▸ Exercise details: Across the lines of the records below, how many have the string "canvas" in them? Answer with the number alone.

- - -

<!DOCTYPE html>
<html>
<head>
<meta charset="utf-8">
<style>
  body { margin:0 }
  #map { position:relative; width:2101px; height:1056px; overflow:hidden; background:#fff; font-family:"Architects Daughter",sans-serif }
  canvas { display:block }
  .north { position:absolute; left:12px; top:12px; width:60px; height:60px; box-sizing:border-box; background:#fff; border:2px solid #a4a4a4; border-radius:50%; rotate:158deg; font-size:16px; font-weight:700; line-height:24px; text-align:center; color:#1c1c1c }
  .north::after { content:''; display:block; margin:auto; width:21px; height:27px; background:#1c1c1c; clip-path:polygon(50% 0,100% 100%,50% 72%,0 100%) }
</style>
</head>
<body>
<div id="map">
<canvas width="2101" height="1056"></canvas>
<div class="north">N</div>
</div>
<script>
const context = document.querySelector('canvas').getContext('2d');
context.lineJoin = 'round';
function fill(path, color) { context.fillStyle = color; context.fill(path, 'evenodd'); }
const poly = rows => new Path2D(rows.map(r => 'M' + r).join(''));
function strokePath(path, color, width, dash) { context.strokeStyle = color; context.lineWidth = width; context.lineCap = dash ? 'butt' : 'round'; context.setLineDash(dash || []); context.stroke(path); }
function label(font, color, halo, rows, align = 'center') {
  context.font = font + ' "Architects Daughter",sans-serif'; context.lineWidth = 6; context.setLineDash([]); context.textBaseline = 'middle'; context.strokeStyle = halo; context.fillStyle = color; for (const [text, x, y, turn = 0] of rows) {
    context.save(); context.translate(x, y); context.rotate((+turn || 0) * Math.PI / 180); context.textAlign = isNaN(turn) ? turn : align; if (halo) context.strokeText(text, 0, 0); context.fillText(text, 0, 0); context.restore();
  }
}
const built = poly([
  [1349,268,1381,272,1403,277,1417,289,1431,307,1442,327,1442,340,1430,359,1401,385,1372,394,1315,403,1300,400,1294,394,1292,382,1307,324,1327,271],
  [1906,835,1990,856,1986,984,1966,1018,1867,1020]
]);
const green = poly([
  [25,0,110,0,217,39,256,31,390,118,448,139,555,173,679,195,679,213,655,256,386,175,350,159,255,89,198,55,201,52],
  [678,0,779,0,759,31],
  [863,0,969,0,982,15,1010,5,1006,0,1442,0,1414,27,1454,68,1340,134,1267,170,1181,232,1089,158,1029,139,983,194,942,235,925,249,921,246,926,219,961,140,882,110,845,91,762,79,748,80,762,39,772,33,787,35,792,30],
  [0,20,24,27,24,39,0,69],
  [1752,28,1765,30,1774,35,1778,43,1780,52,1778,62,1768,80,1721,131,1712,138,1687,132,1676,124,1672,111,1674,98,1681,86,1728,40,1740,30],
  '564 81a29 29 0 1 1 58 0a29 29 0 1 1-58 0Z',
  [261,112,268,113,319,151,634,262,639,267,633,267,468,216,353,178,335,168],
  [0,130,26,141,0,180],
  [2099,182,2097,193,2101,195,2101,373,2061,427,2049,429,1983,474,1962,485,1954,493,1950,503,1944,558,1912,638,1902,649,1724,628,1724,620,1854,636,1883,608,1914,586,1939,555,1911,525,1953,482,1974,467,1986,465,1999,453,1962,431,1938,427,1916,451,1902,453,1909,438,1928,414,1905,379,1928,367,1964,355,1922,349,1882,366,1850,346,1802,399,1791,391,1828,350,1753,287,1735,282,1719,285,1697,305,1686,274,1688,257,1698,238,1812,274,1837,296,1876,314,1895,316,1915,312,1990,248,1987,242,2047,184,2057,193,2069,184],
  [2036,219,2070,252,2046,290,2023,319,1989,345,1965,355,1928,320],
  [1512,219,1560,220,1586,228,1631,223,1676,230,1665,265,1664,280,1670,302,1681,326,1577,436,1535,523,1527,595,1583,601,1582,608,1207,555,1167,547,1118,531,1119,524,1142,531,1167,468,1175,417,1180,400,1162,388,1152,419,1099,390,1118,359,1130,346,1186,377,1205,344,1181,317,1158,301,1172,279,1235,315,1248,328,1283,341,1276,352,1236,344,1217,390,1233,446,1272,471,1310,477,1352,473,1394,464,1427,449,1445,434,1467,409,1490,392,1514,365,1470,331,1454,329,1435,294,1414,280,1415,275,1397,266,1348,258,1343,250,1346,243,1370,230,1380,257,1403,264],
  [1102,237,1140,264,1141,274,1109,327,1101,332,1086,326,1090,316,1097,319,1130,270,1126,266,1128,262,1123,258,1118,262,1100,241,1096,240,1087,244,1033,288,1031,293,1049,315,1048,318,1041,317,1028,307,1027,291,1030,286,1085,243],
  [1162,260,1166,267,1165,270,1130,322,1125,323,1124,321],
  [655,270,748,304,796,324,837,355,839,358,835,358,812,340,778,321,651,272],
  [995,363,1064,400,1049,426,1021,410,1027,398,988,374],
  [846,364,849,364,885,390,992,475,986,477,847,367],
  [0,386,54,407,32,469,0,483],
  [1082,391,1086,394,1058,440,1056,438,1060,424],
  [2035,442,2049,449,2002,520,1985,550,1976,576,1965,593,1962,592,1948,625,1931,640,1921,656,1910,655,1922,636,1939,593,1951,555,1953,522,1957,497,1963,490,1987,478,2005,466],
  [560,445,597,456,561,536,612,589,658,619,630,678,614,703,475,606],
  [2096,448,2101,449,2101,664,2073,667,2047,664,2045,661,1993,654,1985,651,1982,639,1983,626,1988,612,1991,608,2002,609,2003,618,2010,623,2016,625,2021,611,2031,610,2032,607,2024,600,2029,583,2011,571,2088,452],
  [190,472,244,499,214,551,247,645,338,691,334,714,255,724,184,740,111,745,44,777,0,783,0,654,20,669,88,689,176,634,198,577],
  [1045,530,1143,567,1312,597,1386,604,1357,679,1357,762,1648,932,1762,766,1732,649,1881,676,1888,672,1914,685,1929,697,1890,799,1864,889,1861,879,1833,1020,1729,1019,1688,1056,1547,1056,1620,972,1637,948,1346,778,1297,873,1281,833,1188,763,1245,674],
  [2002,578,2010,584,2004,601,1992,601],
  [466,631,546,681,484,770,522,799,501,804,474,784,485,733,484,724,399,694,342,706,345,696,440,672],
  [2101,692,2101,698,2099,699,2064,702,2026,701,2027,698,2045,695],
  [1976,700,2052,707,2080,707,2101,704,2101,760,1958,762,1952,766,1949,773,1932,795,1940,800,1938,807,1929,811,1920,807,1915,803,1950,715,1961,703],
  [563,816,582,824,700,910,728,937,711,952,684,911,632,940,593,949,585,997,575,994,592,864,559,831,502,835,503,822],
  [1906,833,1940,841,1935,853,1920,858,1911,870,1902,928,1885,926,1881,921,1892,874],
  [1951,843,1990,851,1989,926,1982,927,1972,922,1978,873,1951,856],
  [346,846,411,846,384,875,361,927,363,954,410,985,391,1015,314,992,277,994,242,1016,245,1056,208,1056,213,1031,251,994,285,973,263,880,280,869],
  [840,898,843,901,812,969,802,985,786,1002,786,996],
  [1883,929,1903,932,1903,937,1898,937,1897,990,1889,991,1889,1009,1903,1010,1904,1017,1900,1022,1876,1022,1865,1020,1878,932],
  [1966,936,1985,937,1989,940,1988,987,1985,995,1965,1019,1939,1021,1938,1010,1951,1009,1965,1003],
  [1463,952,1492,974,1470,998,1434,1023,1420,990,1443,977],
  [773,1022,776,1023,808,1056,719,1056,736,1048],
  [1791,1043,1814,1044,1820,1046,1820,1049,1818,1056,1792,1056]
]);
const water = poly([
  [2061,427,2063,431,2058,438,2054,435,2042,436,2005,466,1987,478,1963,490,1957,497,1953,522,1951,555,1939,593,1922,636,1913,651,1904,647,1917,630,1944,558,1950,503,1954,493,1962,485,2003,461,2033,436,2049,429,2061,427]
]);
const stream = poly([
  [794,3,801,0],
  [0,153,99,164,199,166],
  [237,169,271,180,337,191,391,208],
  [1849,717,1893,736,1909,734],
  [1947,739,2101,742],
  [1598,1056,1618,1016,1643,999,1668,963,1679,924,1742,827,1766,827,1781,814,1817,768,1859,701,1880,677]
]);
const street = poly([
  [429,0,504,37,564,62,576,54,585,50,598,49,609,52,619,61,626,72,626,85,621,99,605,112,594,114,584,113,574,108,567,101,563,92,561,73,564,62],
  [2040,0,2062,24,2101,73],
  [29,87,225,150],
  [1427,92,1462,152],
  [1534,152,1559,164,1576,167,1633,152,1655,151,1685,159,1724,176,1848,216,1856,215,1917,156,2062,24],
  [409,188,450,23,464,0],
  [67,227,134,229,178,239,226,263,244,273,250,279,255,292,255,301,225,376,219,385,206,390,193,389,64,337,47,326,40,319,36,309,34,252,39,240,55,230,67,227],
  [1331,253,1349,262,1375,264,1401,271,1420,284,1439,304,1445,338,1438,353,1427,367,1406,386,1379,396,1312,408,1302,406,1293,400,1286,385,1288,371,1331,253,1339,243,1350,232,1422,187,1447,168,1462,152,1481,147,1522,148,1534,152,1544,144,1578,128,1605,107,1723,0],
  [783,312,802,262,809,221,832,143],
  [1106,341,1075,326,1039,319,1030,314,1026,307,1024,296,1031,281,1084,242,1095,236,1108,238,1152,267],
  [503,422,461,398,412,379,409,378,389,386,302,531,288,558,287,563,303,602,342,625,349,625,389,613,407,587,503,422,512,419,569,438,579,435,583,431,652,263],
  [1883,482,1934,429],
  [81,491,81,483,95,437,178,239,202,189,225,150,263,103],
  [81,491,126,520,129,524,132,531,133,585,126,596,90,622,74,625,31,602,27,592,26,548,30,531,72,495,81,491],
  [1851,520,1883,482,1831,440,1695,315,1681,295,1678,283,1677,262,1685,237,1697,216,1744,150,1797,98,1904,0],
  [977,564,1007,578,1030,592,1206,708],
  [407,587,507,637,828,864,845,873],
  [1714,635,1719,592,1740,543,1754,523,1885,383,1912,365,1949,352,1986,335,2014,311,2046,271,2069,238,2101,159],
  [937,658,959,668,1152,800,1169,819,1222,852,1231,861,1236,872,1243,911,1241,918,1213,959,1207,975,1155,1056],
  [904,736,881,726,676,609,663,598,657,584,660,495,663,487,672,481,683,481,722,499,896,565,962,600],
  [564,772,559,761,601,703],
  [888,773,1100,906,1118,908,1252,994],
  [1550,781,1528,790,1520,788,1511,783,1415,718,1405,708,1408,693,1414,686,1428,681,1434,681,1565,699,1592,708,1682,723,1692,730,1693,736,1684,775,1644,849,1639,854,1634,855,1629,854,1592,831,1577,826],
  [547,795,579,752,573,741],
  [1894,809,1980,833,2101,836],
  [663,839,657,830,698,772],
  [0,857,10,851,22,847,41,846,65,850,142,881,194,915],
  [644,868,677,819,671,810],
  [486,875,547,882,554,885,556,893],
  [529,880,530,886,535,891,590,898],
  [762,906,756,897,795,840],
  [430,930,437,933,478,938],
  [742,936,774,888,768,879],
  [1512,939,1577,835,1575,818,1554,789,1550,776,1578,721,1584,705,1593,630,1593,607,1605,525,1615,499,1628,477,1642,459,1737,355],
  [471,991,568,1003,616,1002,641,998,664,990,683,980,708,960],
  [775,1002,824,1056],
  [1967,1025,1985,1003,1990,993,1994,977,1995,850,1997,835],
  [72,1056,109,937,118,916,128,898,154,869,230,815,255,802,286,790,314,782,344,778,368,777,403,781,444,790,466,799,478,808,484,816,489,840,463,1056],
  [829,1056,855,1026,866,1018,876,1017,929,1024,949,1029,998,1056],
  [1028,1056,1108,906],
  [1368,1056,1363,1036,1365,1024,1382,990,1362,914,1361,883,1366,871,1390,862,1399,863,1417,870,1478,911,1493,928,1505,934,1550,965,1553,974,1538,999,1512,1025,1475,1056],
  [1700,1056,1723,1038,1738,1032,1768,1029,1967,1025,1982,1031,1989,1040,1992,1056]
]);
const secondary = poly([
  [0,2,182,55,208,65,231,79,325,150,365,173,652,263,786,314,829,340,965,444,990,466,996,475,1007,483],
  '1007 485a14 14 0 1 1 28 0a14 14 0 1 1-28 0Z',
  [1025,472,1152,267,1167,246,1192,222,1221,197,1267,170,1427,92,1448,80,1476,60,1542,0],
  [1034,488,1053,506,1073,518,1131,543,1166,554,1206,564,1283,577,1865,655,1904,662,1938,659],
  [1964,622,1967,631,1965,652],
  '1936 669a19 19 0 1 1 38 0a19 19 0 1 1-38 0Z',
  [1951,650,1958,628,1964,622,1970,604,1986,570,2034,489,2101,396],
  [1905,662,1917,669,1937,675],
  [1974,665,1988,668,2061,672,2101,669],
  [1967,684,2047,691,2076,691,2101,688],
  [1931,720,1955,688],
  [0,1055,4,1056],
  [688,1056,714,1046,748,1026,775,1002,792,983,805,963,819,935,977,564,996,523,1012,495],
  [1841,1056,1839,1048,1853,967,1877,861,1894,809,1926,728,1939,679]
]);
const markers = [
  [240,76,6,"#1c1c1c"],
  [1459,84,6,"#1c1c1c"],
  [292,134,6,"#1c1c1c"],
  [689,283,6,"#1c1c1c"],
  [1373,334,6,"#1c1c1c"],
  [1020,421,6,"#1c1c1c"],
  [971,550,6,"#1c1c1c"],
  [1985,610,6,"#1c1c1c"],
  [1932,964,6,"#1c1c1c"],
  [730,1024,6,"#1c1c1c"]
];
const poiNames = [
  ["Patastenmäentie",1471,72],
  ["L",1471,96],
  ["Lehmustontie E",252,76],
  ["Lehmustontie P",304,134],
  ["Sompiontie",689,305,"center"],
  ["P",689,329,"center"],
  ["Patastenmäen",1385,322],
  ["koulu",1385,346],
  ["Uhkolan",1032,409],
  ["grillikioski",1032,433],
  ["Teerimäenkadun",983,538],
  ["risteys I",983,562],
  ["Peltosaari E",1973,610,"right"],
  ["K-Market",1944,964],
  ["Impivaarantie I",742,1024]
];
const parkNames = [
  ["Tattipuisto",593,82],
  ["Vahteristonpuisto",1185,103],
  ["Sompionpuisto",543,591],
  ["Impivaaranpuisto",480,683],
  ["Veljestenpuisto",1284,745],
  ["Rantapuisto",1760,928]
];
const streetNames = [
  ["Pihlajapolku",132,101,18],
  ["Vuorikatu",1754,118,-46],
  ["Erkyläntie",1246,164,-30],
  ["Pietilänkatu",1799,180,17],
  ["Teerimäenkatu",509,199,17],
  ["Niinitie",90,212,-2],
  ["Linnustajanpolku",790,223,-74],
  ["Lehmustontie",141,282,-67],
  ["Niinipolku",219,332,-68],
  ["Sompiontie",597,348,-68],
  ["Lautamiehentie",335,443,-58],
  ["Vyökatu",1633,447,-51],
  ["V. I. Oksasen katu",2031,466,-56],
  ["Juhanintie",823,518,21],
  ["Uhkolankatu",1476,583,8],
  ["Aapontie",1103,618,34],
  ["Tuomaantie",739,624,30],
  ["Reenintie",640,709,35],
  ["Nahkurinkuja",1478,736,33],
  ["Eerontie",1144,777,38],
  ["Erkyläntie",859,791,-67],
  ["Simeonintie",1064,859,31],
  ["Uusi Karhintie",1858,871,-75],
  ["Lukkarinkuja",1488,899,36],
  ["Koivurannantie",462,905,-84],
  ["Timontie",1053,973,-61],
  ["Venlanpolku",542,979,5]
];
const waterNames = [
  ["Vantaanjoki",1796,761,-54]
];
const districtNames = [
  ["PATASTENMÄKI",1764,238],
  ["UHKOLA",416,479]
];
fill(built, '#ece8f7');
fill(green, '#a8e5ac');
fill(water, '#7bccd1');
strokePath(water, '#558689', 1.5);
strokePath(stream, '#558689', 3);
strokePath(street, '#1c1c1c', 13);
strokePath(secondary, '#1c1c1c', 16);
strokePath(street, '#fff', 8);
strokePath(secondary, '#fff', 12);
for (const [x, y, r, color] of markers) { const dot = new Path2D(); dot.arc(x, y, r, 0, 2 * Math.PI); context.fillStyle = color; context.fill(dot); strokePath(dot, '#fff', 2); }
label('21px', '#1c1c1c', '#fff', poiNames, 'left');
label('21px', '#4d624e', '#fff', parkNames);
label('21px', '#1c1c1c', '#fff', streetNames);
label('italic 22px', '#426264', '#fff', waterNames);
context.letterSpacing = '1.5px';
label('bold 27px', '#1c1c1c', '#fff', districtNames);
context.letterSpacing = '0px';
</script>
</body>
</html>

- - -

▸ Exercise output: 3